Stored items
==========

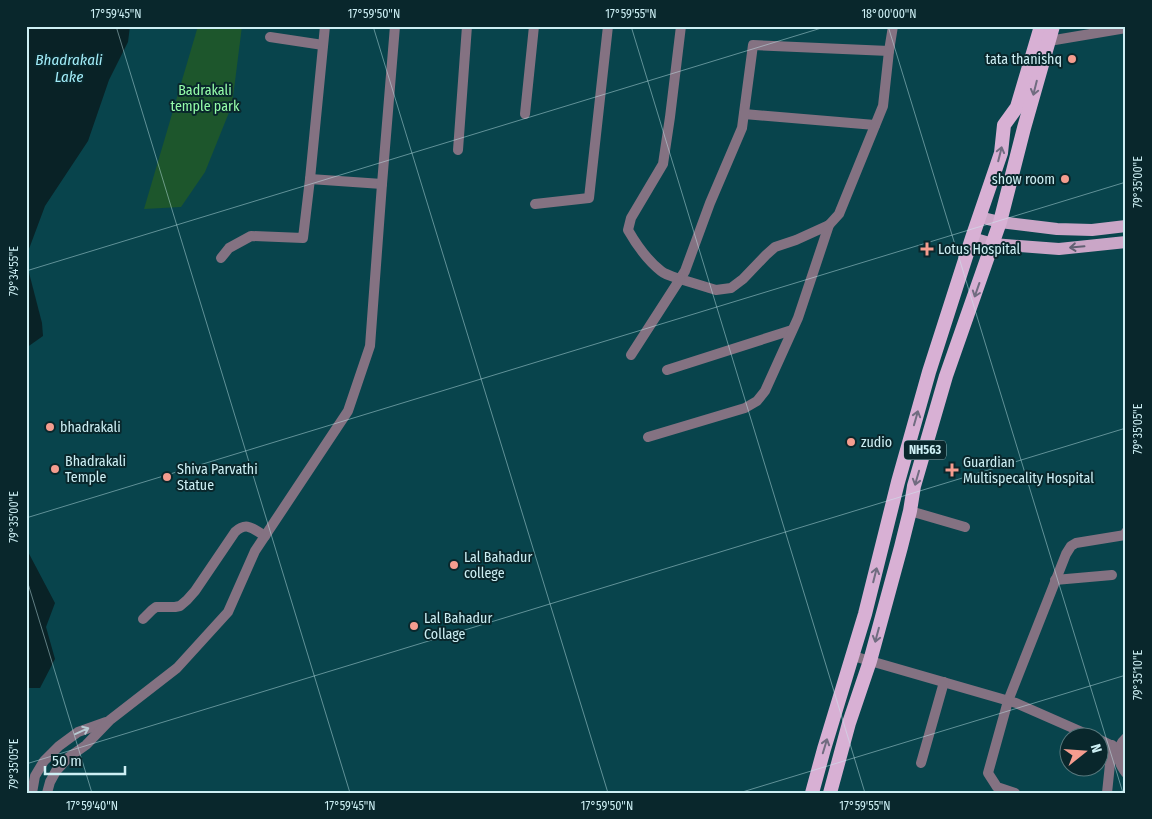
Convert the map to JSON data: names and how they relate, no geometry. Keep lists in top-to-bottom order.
{
  "streets": {
    "highway": ["NH563"]
  },
  "water": ["Bhadrakali Lake"],
  "parks": ["Badrakali temple park"],
  "places": {
    "other": [
      "tata thanishq",
      "show room",
      "bhadrakali",
      "zudio",
      "Bhadrakali Temple",
      "Shiva Parvathi Statue",
      "Lal Bahadur college",
      "Lal Bahadur Collage"
    ],
    "health": ["Lotus Hospital", "Guardian Multispecality Hospital"]
  },
  "scale_bar": "50 m",
  "north": "right",
  "coordinates": [
    "17°59'45\"N",
    "17°59'50\"N",
    "17°59'55\"N",
    "18°00'00\"N",
    "79°35'00\"E",
    "79°34'55\"E",
    "79°35'05\"E",
    "79°35'10\"E",
    "17°59'40\"N"
  ]
}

==========

Task statement
The records above must be echoed exactly, minus their pictures.

Response to the exercise
Convert the map to JSON data: names and how they relate, no geometry. Keep lists in top-to-bottom order.
{
  "streets": {
    "highway": ["NH563"]
  },
  "water": ["Bhadrakali Lake"],
  "parks": ["Badrakali temple park"],
  "places": {
    "other": [
      "tata thanishq",
      "show room",
      "bhadrakali",
      "zudio",
      "Bhadrakali Temple",
      "Shiva Parvathi Statue",
      "Lal Bahadur college",
      "Lal Bahadur Collage"
    ],
    "health": ["Lotus Hospital", "Guardian Multispecality Hospital"]
  },
  "scale_bar": "50 m",
  "north": "right",
  "coordinates": [
    "17°59'45\"N",
    "17°59'50\"N",
    "17°59'55\"N",
    "18°00'00\"N",
    "79°35'00\"E",
    "79°34'55\"E",
    "79°35'05\"E",
    "79°35'10\"E",
    "17°59'40\"N"
  ]
}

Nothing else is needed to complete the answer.